Dataset:
──────────────────────────────

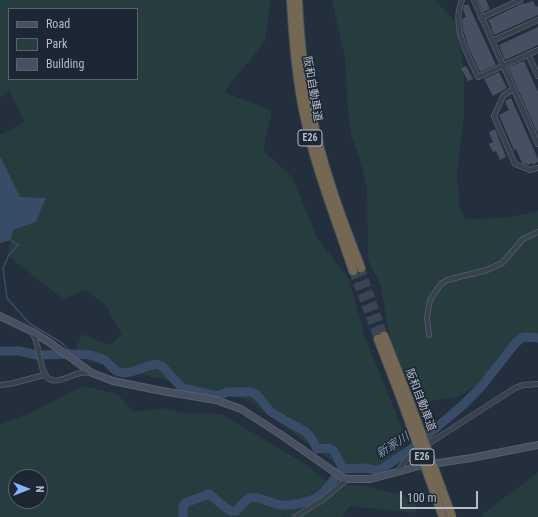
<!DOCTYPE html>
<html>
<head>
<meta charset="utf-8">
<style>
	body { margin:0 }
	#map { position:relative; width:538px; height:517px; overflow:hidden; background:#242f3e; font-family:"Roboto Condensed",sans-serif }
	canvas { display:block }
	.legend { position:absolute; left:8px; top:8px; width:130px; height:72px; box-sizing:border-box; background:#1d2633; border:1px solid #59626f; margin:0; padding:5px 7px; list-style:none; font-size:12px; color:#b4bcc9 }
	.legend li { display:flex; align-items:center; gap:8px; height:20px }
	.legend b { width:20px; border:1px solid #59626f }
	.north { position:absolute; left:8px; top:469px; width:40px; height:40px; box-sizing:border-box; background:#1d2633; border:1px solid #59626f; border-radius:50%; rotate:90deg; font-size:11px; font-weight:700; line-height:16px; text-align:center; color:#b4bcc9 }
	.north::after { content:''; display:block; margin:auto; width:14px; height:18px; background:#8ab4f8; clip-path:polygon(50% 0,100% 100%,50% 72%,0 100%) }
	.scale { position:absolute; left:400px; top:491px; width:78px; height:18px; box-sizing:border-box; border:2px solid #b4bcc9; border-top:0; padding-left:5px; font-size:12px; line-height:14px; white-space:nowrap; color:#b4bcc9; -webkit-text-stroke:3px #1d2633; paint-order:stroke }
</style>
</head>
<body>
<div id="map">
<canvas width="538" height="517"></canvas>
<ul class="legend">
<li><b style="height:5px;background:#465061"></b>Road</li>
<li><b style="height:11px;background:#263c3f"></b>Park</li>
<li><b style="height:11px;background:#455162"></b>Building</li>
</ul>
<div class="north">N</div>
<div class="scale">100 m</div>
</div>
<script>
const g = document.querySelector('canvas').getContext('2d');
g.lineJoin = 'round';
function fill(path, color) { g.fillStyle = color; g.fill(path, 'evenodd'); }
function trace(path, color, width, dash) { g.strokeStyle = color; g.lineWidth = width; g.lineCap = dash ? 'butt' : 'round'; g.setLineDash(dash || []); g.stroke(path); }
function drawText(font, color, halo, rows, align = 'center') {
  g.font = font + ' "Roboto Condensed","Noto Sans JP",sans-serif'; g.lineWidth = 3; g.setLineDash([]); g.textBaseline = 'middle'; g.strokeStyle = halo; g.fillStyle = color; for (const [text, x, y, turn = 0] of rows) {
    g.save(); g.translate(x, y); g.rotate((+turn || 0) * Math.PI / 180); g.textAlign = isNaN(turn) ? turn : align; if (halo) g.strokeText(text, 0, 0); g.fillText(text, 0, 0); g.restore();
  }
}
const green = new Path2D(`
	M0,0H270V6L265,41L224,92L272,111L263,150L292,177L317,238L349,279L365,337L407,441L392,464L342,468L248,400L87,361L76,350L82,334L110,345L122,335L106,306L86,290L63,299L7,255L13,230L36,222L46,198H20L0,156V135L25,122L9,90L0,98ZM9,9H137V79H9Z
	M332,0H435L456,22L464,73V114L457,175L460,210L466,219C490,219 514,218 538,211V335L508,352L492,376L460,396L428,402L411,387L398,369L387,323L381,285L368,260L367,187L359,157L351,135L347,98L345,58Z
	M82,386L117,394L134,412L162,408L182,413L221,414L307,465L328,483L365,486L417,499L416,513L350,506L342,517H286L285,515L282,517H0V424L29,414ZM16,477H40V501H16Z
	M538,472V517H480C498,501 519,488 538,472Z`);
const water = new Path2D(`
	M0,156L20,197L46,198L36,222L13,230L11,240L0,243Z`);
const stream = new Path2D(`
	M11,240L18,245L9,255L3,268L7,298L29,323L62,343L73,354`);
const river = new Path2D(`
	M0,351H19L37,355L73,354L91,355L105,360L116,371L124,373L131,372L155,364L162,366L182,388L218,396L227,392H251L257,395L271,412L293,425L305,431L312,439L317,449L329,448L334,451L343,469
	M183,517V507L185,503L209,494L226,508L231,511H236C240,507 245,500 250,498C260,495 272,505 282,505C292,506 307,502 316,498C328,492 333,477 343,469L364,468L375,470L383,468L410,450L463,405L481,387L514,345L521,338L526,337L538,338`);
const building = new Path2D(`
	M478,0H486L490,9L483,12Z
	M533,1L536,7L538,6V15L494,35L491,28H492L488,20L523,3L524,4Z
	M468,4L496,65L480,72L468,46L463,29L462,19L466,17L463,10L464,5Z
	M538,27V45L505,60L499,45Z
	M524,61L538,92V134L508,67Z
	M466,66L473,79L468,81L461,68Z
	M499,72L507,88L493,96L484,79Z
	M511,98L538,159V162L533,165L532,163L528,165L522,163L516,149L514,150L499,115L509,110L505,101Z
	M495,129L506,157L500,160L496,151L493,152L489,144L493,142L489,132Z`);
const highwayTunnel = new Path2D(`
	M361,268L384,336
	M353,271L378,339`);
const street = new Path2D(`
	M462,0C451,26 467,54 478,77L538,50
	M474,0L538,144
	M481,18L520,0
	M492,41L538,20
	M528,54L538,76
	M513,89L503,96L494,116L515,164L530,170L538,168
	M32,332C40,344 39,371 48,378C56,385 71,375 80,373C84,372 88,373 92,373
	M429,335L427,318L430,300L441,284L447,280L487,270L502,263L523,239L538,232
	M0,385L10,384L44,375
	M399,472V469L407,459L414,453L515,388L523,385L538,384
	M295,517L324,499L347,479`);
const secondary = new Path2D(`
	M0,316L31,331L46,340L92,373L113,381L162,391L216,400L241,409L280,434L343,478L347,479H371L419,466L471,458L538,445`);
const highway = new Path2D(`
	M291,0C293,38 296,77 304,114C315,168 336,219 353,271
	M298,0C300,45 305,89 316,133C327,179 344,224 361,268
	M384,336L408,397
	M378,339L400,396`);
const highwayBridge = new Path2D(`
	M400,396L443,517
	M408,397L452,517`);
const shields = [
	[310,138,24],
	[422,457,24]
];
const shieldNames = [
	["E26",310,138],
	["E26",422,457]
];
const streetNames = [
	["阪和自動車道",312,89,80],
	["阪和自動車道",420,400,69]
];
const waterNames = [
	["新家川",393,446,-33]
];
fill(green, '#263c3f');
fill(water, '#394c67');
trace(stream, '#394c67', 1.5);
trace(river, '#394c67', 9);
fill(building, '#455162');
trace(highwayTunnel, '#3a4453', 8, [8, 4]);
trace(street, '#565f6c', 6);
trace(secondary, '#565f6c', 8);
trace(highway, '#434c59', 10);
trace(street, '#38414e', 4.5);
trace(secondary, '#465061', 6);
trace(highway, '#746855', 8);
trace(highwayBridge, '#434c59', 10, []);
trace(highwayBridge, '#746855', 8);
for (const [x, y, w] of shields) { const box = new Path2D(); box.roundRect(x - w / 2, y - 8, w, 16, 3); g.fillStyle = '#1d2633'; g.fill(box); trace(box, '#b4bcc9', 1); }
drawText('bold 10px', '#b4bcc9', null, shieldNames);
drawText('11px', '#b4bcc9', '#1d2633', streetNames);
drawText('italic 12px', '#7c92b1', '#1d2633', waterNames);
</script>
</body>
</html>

──────────────────────────────

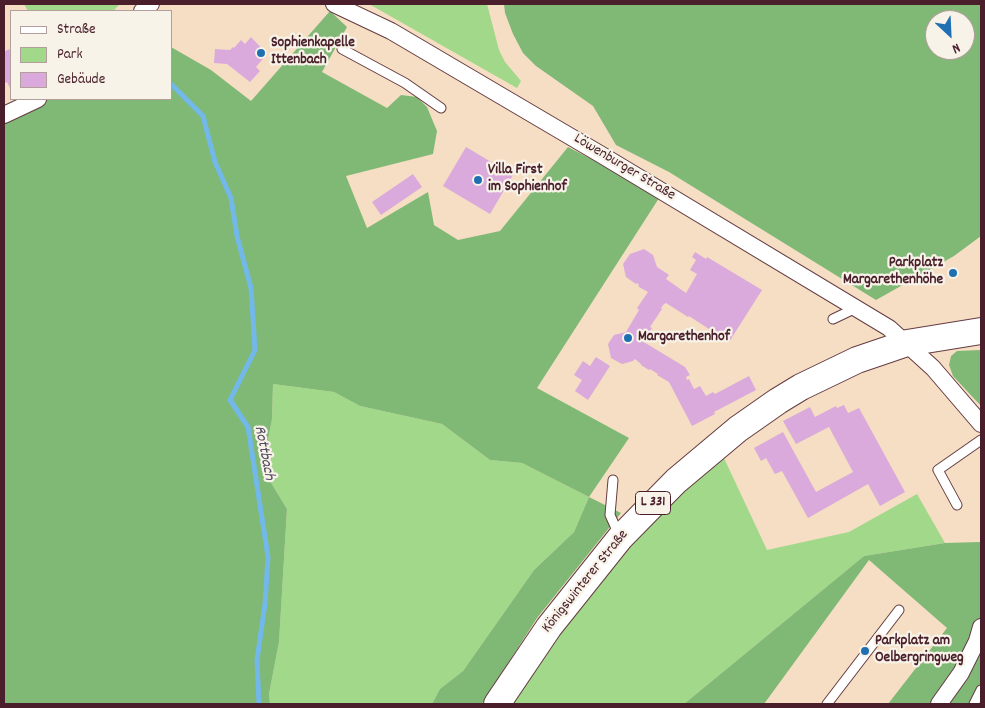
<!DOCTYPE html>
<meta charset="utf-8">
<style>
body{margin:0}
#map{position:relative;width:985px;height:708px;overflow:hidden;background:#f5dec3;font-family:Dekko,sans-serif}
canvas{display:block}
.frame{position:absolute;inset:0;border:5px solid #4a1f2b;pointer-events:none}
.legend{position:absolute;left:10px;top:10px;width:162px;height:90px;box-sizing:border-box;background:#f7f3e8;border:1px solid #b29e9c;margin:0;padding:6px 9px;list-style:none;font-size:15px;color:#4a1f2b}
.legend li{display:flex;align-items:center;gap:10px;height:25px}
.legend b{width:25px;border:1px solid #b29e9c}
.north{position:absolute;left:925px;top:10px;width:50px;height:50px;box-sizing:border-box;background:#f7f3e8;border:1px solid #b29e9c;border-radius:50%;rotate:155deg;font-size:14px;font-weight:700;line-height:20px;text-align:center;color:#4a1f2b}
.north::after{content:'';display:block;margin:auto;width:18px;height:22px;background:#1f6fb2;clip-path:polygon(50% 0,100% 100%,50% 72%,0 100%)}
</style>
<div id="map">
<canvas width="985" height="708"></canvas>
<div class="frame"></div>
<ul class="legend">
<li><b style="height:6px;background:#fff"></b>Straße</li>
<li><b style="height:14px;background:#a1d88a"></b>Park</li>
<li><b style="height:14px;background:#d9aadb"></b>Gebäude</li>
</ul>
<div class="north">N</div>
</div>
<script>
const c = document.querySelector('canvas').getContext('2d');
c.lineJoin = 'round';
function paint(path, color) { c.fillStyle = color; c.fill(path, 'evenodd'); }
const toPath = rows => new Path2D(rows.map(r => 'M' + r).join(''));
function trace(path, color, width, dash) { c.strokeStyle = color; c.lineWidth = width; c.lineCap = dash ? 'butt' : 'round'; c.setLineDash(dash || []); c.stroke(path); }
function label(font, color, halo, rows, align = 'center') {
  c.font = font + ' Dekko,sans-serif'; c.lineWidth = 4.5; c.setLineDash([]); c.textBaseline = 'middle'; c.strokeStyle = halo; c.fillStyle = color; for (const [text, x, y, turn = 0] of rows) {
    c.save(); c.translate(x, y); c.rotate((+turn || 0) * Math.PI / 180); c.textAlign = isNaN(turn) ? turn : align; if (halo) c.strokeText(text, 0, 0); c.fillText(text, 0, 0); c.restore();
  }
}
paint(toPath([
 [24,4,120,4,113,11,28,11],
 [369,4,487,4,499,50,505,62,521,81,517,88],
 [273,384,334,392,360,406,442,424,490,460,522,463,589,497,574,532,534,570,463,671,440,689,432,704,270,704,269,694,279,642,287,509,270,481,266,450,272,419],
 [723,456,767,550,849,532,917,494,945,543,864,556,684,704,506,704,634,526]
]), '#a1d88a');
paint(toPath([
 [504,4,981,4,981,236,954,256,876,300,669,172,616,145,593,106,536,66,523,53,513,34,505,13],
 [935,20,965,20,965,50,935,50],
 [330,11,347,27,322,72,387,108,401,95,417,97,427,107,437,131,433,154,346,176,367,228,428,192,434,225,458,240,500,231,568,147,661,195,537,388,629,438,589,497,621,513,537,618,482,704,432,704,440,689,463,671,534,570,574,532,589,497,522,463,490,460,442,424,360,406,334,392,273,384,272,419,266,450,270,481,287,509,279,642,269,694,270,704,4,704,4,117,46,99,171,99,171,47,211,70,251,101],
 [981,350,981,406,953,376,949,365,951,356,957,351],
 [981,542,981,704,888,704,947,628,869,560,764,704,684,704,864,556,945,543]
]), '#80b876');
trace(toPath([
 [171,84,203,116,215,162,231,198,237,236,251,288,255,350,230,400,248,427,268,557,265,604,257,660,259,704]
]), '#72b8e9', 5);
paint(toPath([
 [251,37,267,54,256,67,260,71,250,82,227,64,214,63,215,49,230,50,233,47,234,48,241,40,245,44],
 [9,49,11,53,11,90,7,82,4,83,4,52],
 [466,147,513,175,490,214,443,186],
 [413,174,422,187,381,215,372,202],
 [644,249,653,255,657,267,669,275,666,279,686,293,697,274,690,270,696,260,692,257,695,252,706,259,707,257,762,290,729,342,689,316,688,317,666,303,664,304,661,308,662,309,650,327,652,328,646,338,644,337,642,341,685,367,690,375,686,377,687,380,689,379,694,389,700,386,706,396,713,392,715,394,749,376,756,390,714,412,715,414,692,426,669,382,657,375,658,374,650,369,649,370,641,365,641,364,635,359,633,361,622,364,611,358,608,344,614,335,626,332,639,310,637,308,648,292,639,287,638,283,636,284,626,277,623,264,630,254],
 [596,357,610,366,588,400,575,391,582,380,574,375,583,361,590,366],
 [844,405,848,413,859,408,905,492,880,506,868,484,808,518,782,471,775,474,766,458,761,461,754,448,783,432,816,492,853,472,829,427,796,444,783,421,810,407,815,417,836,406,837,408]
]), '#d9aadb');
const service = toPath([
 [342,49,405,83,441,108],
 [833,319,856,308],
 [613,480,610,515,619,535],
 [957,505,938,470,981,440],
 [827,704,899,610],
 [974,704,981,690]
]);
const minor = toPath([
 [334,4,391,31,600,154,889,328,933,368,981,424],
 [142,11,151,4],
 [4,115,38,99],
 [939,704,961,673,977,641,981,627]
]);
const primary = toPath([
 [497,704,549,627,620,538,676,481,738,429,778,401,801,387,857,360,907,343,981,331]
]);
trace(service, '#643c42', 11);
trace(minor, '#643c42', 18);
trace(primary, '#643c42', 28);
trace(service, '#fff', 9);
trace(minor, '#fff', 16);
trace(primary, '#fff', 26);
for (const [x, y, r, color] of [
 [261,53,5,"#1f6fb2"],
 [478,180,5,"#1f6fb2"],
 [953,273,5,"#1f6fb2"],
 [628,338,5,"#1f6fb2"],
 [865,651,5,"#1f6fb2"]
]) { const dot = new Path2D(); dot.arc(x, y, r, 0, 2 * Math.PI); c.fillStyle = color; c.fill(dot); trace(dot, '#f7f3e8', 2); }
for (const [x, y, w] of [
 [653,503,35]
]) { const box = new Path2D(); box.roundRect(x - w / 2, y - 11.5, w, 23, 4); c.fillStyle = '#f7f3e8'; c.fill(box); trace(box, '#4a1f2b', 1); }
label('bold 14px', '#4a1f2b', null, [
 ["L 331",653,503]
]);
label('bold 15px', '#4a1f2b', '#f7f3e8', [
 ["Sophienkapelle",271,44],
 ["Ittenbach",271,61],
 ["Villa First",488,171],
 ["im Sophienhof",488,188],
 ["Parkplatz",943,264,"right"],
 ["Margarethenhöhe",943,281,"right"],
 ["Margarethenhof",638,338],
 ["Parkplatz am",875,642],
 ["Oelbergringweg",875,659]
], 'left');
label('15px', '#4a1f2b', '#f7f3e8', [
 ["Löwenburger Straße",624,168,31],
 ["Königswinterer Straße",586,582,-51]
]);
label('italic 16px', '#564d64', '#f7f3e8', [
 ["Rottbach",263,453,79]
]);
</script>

──────────────────────────────

Work instruction: Your reply must consist solely of the number of lines in the data that contain the word "evenodd".

Output of the task: 2